我选择了 tanh 激活函数、0.01 的学习率、输出层的 softmax 激活和输入变量的标准标量归一化。
所以,我想知道我是否做错了任何数学部分,或者错过了这个算法的任何基本部分,非常感谢任何建议或更正。非常感谢你。
这是代码:
data = load_iris()
X = data.data
y = data.target
class Neural_Network:
def __init__(self, n_hlayers, n_nodes, lr):
#No. of hidden layers
self.n_layers = n_hlayers
#No. of nodes in each of the hidden layer
self.n_nodes = n_nodes
#Learning rate of the algorithm
self.lr = lr
# Dictionary to hold the node values of all the layers
self.layers = { }
# Dictionary to hold the weight values of all the layers
self.weights = { }
def _softmax(self,values):
'''Function to perform softmax activation on the node values
returns probabilities of each feature'''
exp_scores = np.exp(values)
probs = exp_scores / np.sum(exp_scores, axis=1, keepdims=True)
return probs
def _derivate_tanh(self,values):
'''Function that performs derivative of a tanh activation function'''
#Derivative of tanh is 1 - tanh^2 x
return (1 - np.power(values, 2))
def fit(self,X,y):
'''This function constructs a Neural Network with given hyper parameters and then runs it for
given no. of epochs.

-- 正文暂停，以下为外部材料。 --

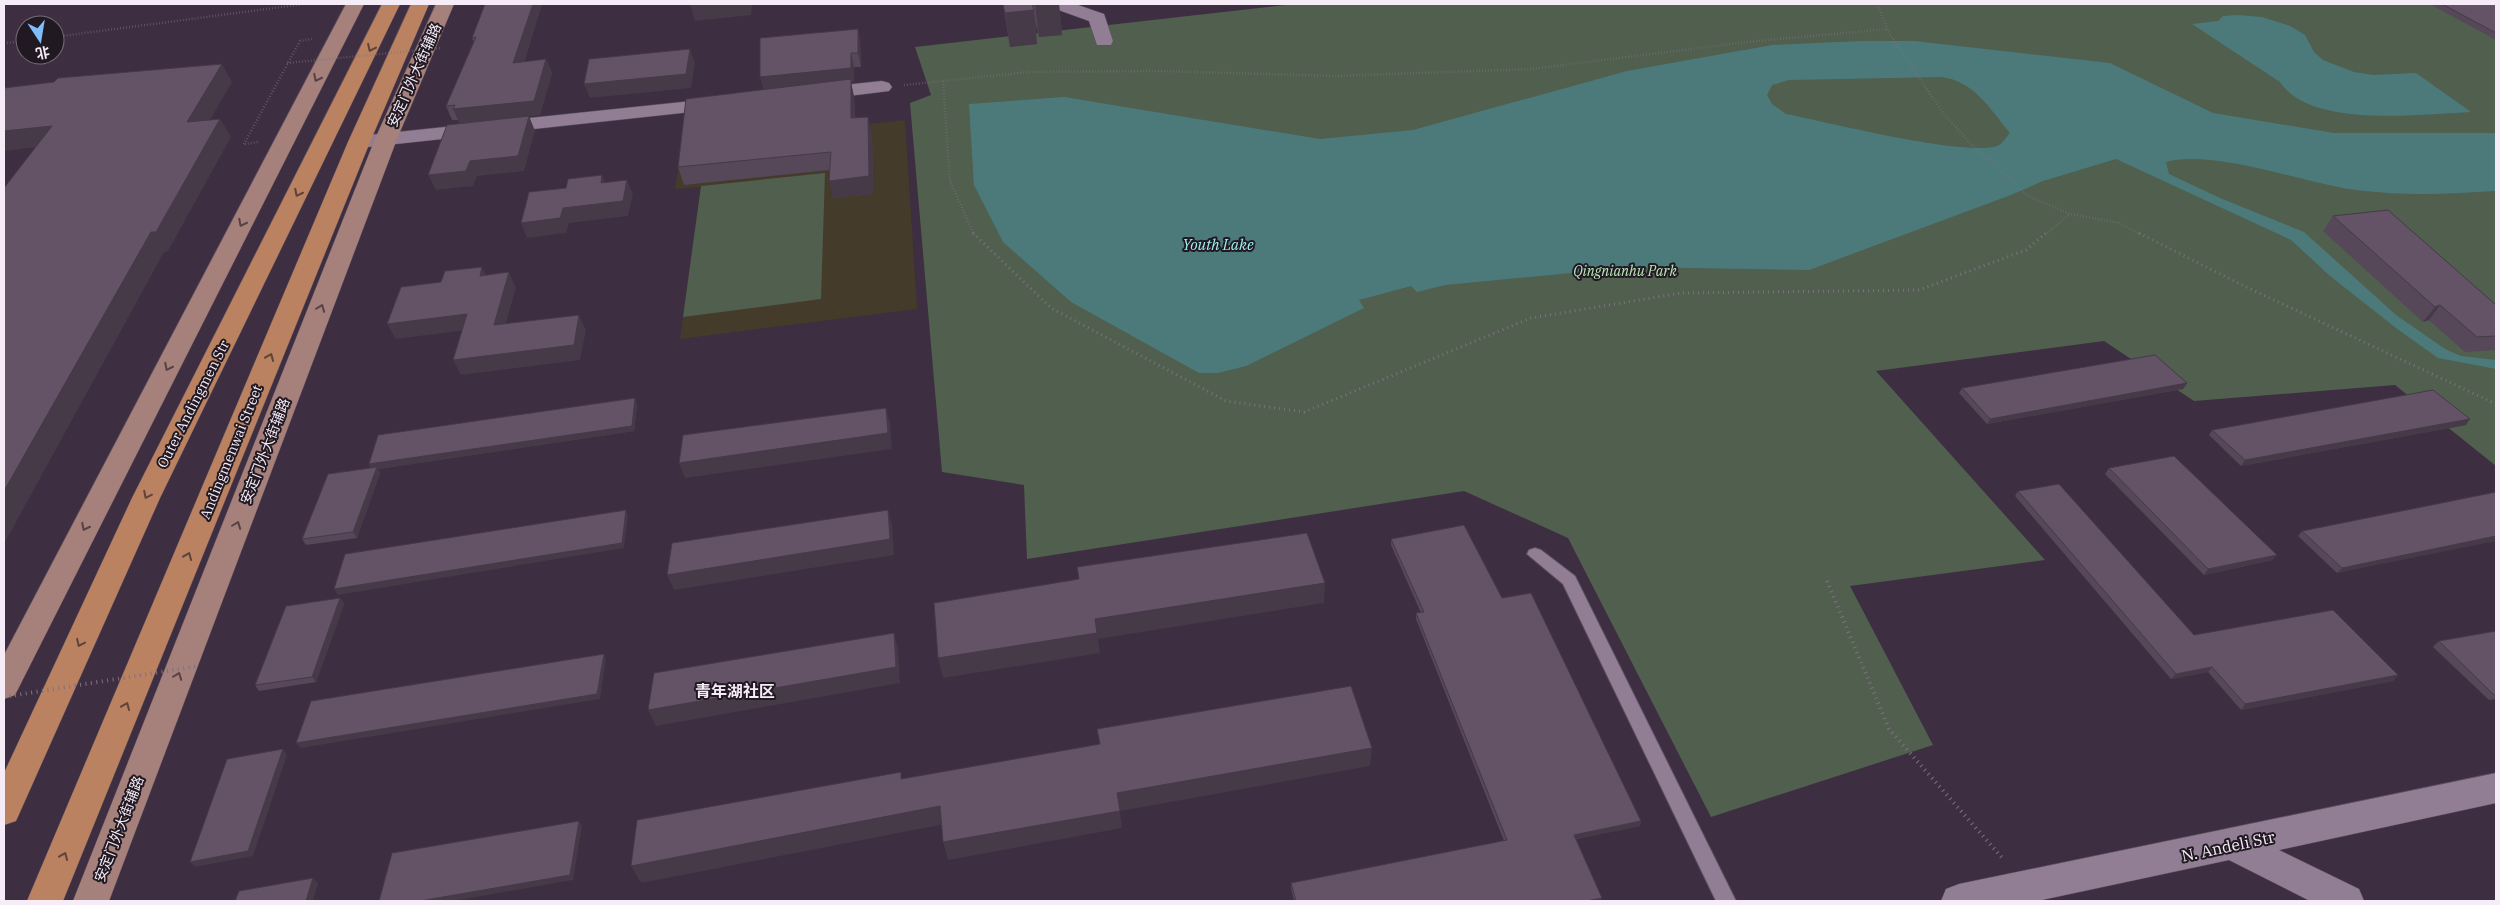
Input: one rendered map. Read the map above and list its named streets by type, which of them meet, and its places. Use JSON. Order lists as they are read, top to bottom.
{
  "streets": {
    "main road": ["Outer Andingmen Str", "Andingmenwai Street"],
    "street": ["安定门外大街辅路", "N. Andeli Str"]
  },
  "one_way": ["Outer Andingmen Str", "Andingmenwai Street"],
  "districts": ["青年湖社区"],
  "water": ["Youth Lake"],
  "parks": ["Qingnianhu Park"],
  "north": "bottom"
}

No. of nodes in all the hidden layers are the same for simplicity's sake.
returns: None / NA'''
print('Fitting the data ')
try:
X = np.array(X)
y = np.array(y)
except:
print('Could not make sense of the inputs')

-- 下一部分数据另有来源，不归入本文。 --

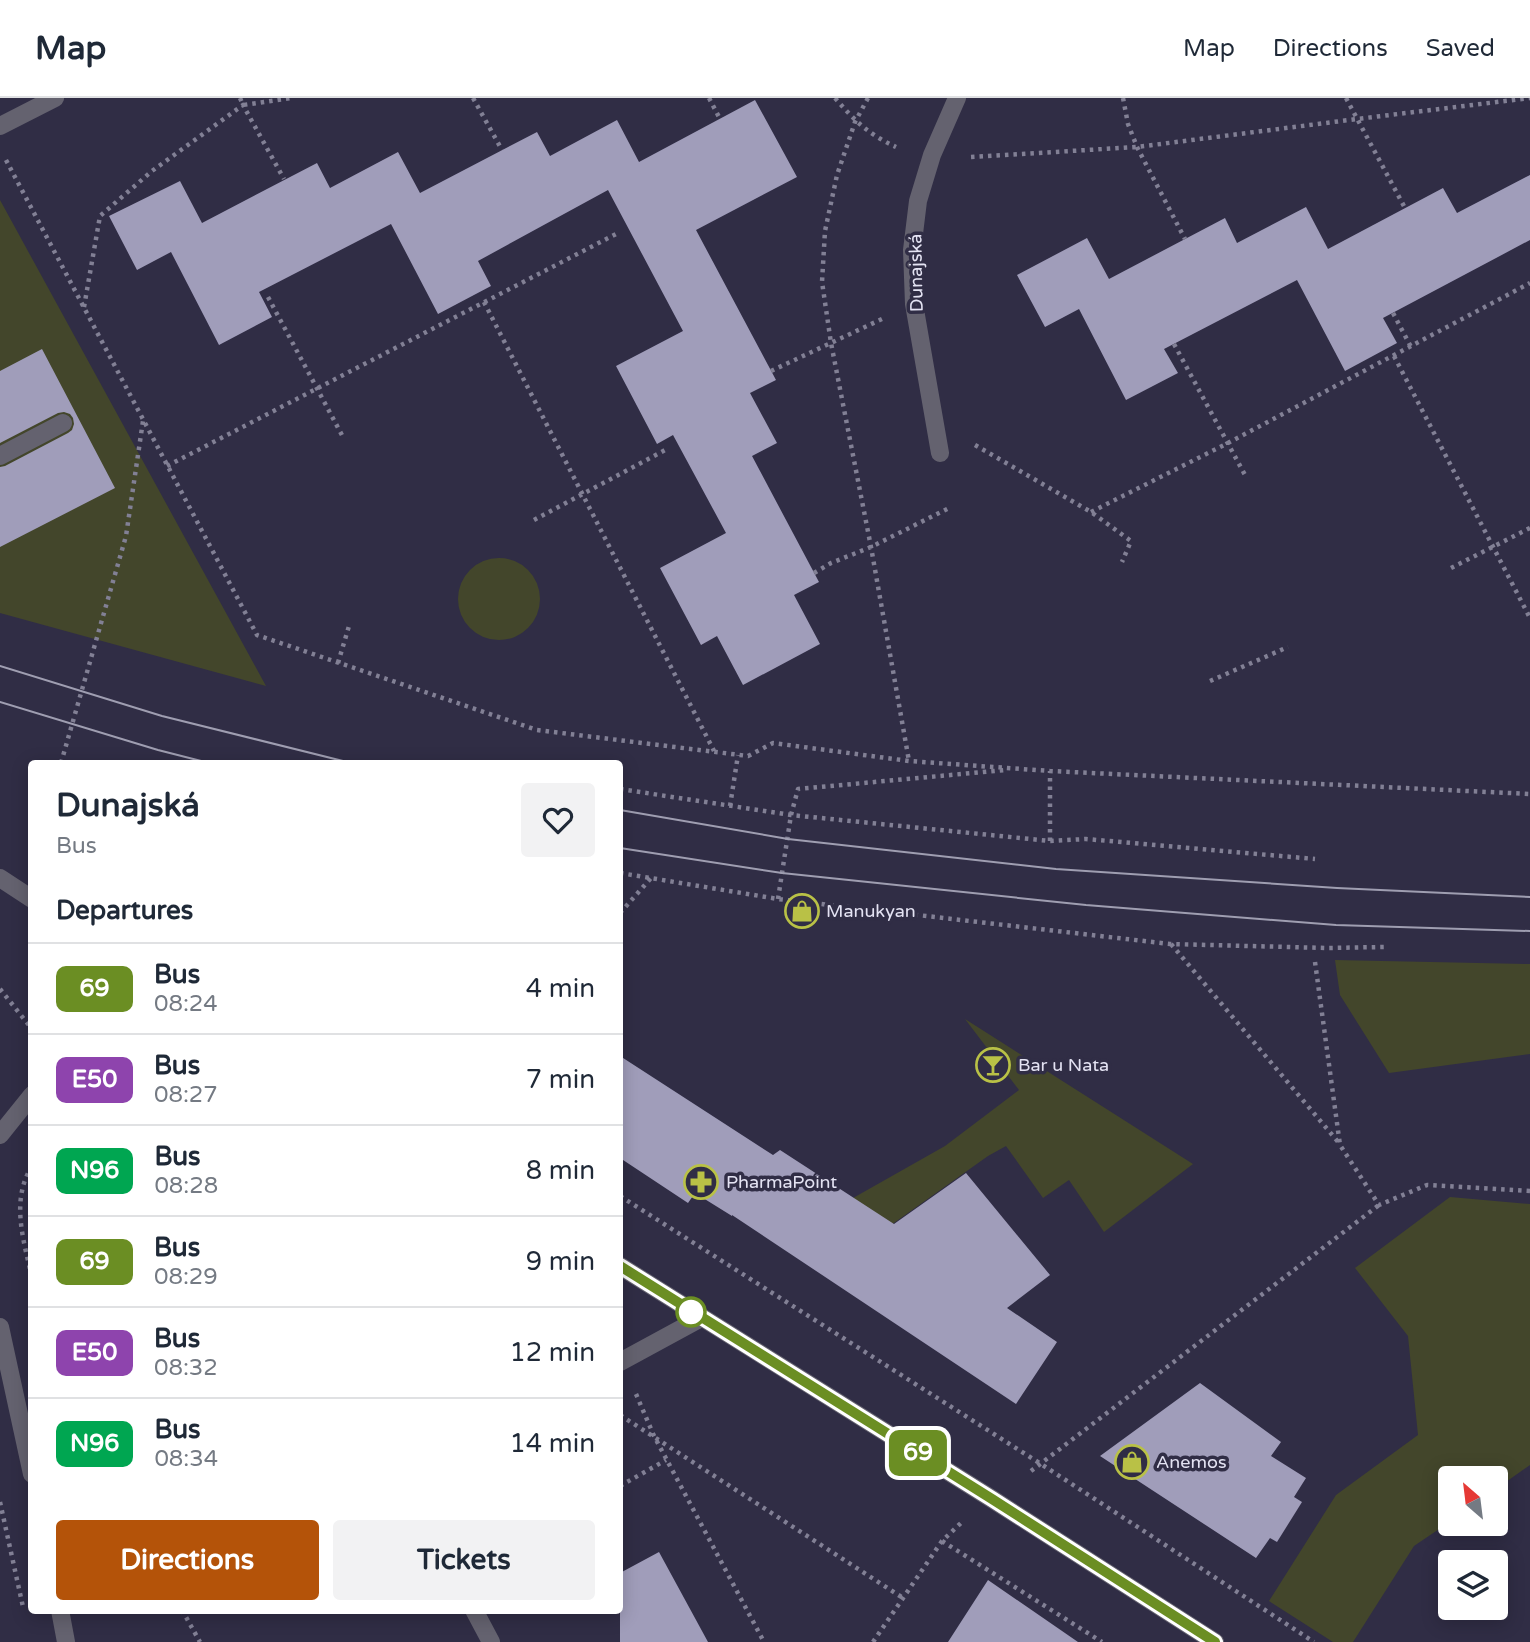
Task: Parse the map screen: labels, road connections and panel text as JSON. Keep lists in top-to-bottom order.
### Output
{
  "streets": {
    "street": ["Dunajská"]
  },
  "places": {
    "shop": ["Manukyan", "Anemos"],
    "bar": ["Bar u Nata"],
    "pharmacy": ["PharmaPoint"]
  },
  "lines": ["bus line 69"],
  "north": "top left",
  "page": {
    "header": "Map",
    "nav": ["Map", "Directions", "Saved"],
    "on_map": "69",
    "heading": [
      ["Dunajská", "Bus"],
      "Departures"
    ],
    "list": [
      {
        "mark": "69",
        "name": "Bus",
        "note": "08:24",
        "value": "4 min"
      },
      {
        "mark": "E50",
        "name": "Bus",
        "note": "08:27",
        "value": "7 min"
      },
      {
        "mark": "N96",
        "name": "Bus",
        "note": "08:28",
        "value": "8 min"
      },
      {
        "mark": "69",
        "name": "Bus",
        "note": "08:29",
        "value": "9 min"
      },
      {
        "mark": "E50",
        "name": "Bus",
        "note": "08:32",
        "value": "12 min"
      },
      {
        "mark": "N96",
        "name": "Bus",
        "note": "08:34",
        "value": "14 min"
      }
    ],
    "buttons": ["Directions", "Tickets"]
  }
}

# No. of examples and the dimensions of each sample
self.num_examples, self.features = X.shape
#Setting default layers
#Input layer
self.layers['input'] = np.zeros(shape=[1,self.features])
#Hidden layers
for i in range(1, (self.n_layers+ 1 )):
self.layers['layer-1' + str(i)] = np.zeros(shape=[1,self.n_nodes])
#Output layer
self.layers['output'] = np.zeros(shape=[1, len(np.unique(y)) ])
#Setting random weights
for i in range(1, (self.n_layers+2)):
#Weights for first layer
if i == 1:
self.weights['weight-1' + str(i)] = np.random.uniform(low=0.1, high = 0.2, size=[self.features, self.n_nodes])
#Weights for hidden layer
elif i < (self.n_layers+1):
self.weights['weight-1' + str(i)] = np.random.uniform(low = 0.1, high = 0.2, size=[self.n_nodes, self.n_nodes])
#Weights for output layer
else:
self.weights['weight-1' + str(i)] = np.random.uniform(low = 0.1, high = 0.2, size = [self.n_nodes, len(np.unique(y))])

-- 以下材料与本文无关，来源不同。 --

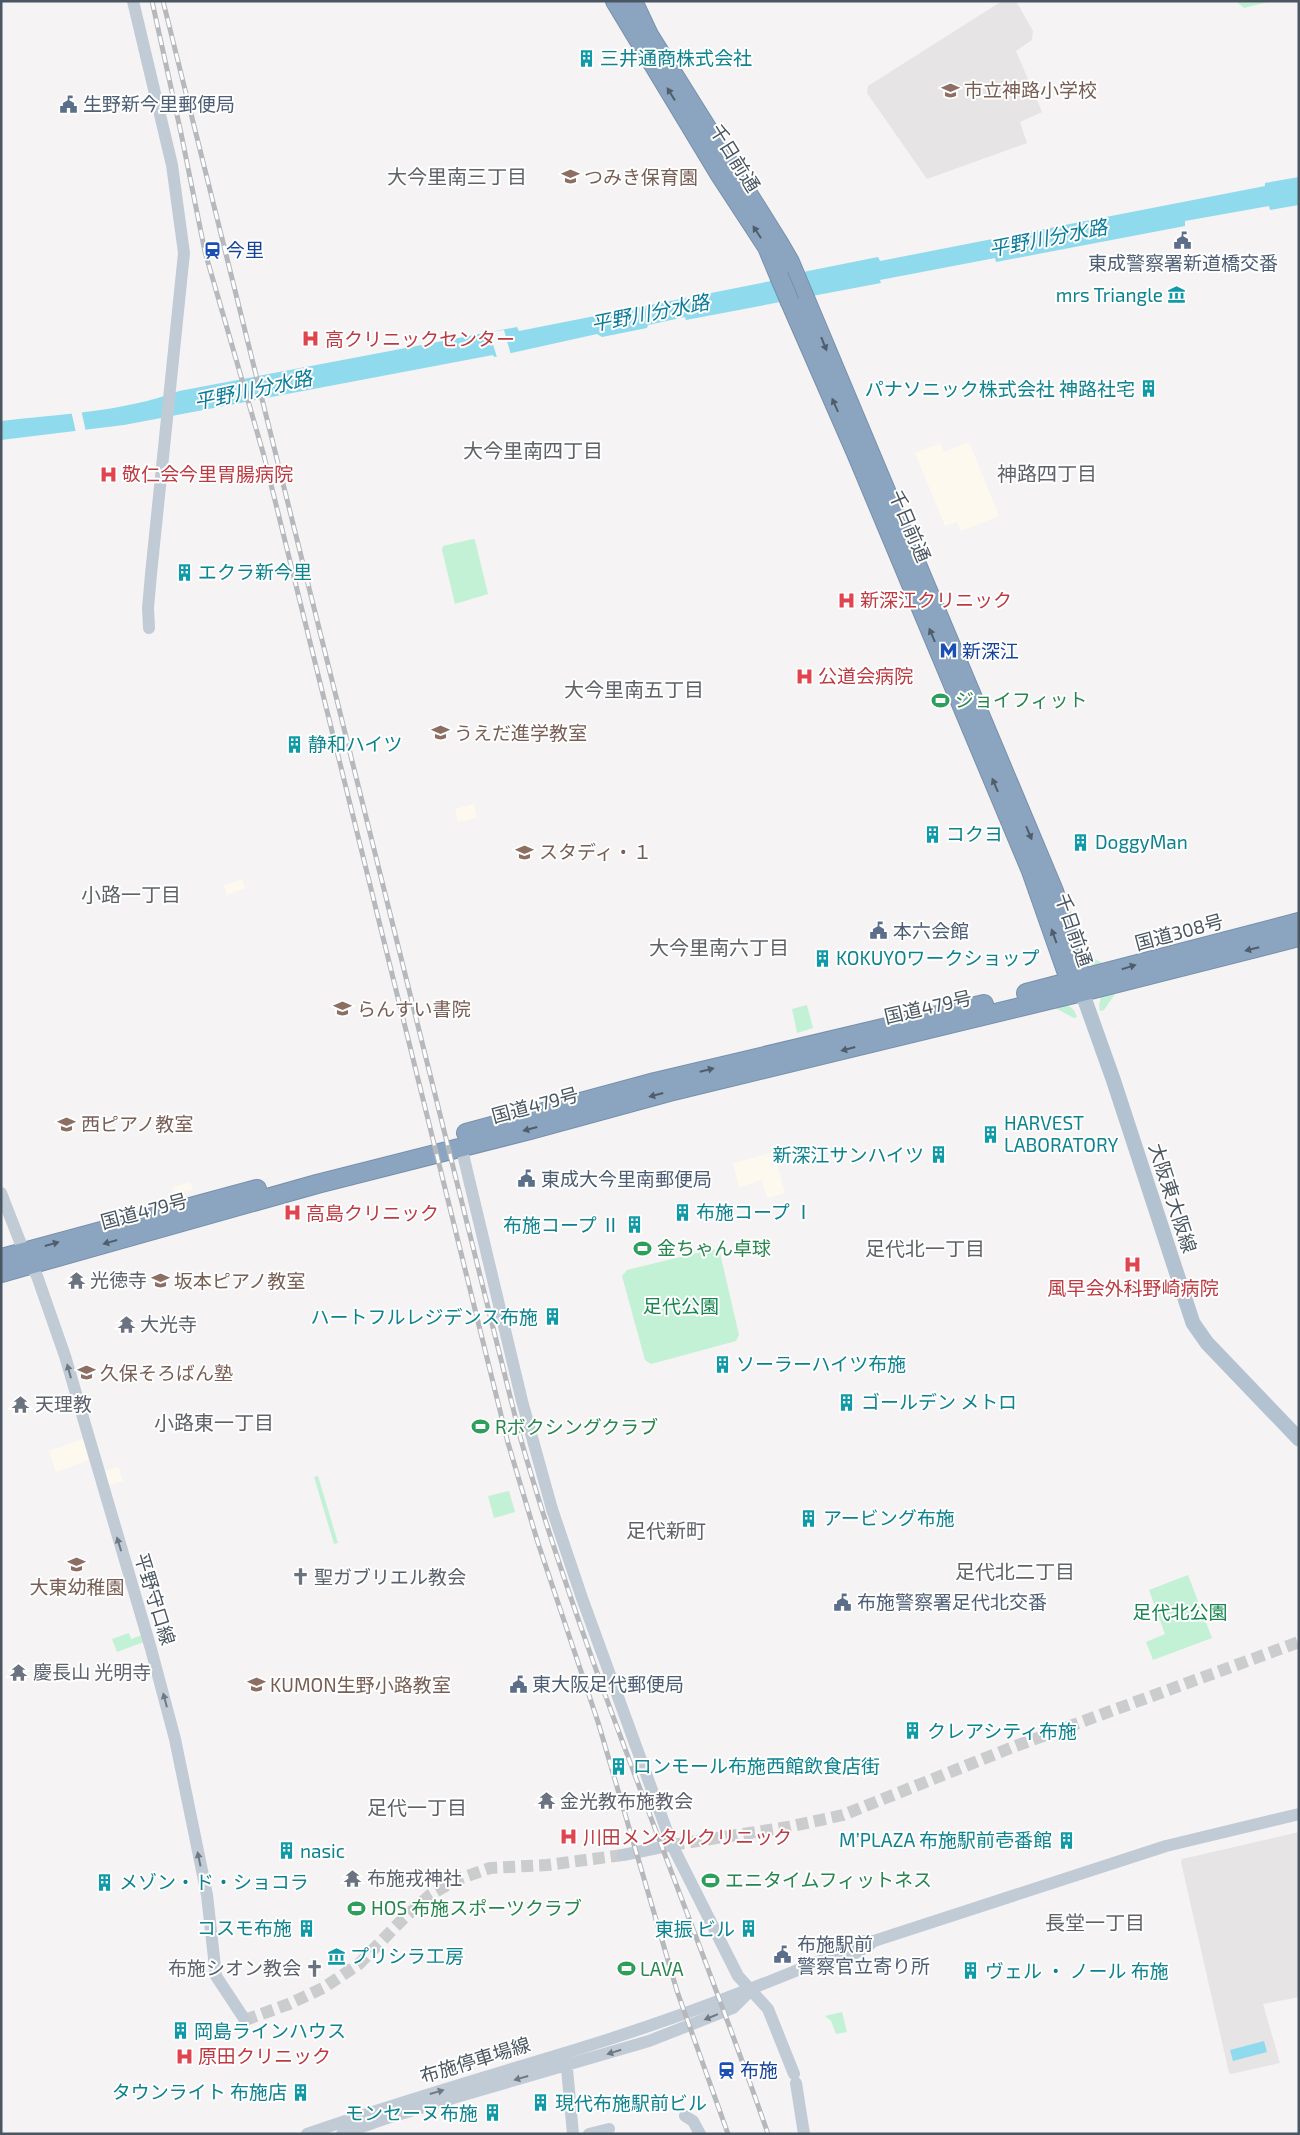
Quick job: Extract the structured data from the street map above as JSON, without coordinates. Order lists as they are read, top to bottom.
{
  "streets": {
    "highway": ["千日前通", "国道308号", "国道479号"],
    "main road": ["大阪東大阪線"],
    "street": ["平野守口線", "布施停車場線"]
  },
  "crossings": [
    ["千日前通", "国道308号"],
    ["千日前通", "国道479号"],
    ["千日前通", "大阪東大阪線"],
    ["国道308号", "国道479号"],
    ["国道308号", "大阪東大阪線"],
    ["国道479号", "大阪東大阪線"],
    ["国道479号", "平野守口線"]
  ],
  "one_way": ["平野守口線"],
  "districts": [
    "大今里南三丁目",
    "大今里南四丁目",
    "神路四丁目",
    "大今里南五丁目",
    "小路一丁目",
    "大今里南六丁目",
    "足代北一丁目",
    "小路東一丁目",
    "足代新町",
    "足代北二丁目",
    "足代一丁目",
    "長堂一丁目"
  ],
  "water": ["平野川分水路"],
  "parks": ["足代公園", "足代北公園"],
  "places": {
    "building": [
      "三井通商株式会社",
      "パナソニック株式会社 神路社宅",
      "エクラ新今里",
      "静和ハイツ",
      "コクヨ",
      "DoggyMan",
      "KOKUYOワークショップ",
      "HARVEST LABORATORY",
      "新深江サンハイツ",
      "布施コープ Ⅰ",
      "布施コープ Ⅱ",
      "ハートフルレジデンス布施",
      "ソーラーハイツ布施",
      "ゴールデン メトロ",
      "アービング布施",
      "クレアシティ布施",
      "ロンモール布施西館飲食店街",
      "M’PLAZA 布施駅前壱番館",
      "nasic",
      "メゾン・ド・ショコラ",
      "コスモ布施",
      "東振 ビル",
      "ヴェル ・ ノール 布施",
      "岡島ラインハウス",
      "タウンライト 布施店",
      "現代布施駅前ビル",
      "モンセーヌ布施"
    ],
    "school or university": [
      "市立神路小学校",
      "つみき保育園",
      "うえだ進学教室",
      "スタディ・１",
      "らんすい書院",
      "西ピアノ教室",
      "坂本ピアノ教室",
      "久保そろばん塾",
      "大東幼稚園",
      "KUMON生野小路教室"
    ],
    "public building": [
      "生野新今里郵便局",
      "東成警察署新道橋交番",
      "本六会館",
      "東成大今里南郵便局",
      "布施警察署足代北交番",
      "東大阪足代郵便局",
      "布施駅前 警察官立寄り所"
    ],
    "station": ["今里", "布施"],
    "museum": ["mrs Triangle", "プリシラ工房"],
    "hospital": [
      "高クリニックセンター",
      "敬仁会今里胃腸病院",
      "新深江クリニック",
      "公道会病院",
      "高島クリニック",
      "風早会外科野崎病院",
      "川田メンタルクリニック",
      "原田クリニック"
    ],
    "metro station": ["新深江"],
    "sports": [
      "ジョイフィット",
      "金ちゃん卓球",
      "Rボクシングクラブ",
      "エニタイムフィットネス",
      "HOS 布施スポーツクラブ",
      "LAVA"
    ],
    "temple": [
      "光徳寺",
      "大光寺",
      "天理教",
      "慶長山 光明寺",
      "金光教布施教会",
      "布施戎神社"
    ],
    "church": ["聖ガブリエル教会", "布施シオン教会"]
  }
}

#no. of epochs taken from the user
epochs = int( input('Please choose no.of epochs: '))
#Standard Scaler to normalize the input data
S_s = StandardScaler()
self.X = S_s.fit_transform(X)
self.y = y.reshape(self.num_examples, 1)
for ep in range(epochs):
#Forward propogate on
self._Forward_Propogate()
if ep % 100 == 0:
#Calculating the accuracy of the predictions
self. acc = np.sum (self.y.flatten() == np.argmax( self.layers['output'], axis = 1) ) / self.num_examples
print('Accuracy in epoch ', ep, ' is :', self.acc)
#Backward propogating
self._Backward_Propogation()
def _Forward_Propogate(self):
'''This functions performs forward propogation on the input data through the hidden layers and on the output layer
activations: tanh for all layers except the output layer
returns: None/NA.'''
#Feeding the input layer the normalized inputs
self.layers['input'] = self.X
#Forward propogating
for i in range(1, len(self.layers.keys())):
#Input Layer dot-product with first set of weights
if i == 1:
dp = self.layers['input'].dot(self.weights['weight-1' + str(i)])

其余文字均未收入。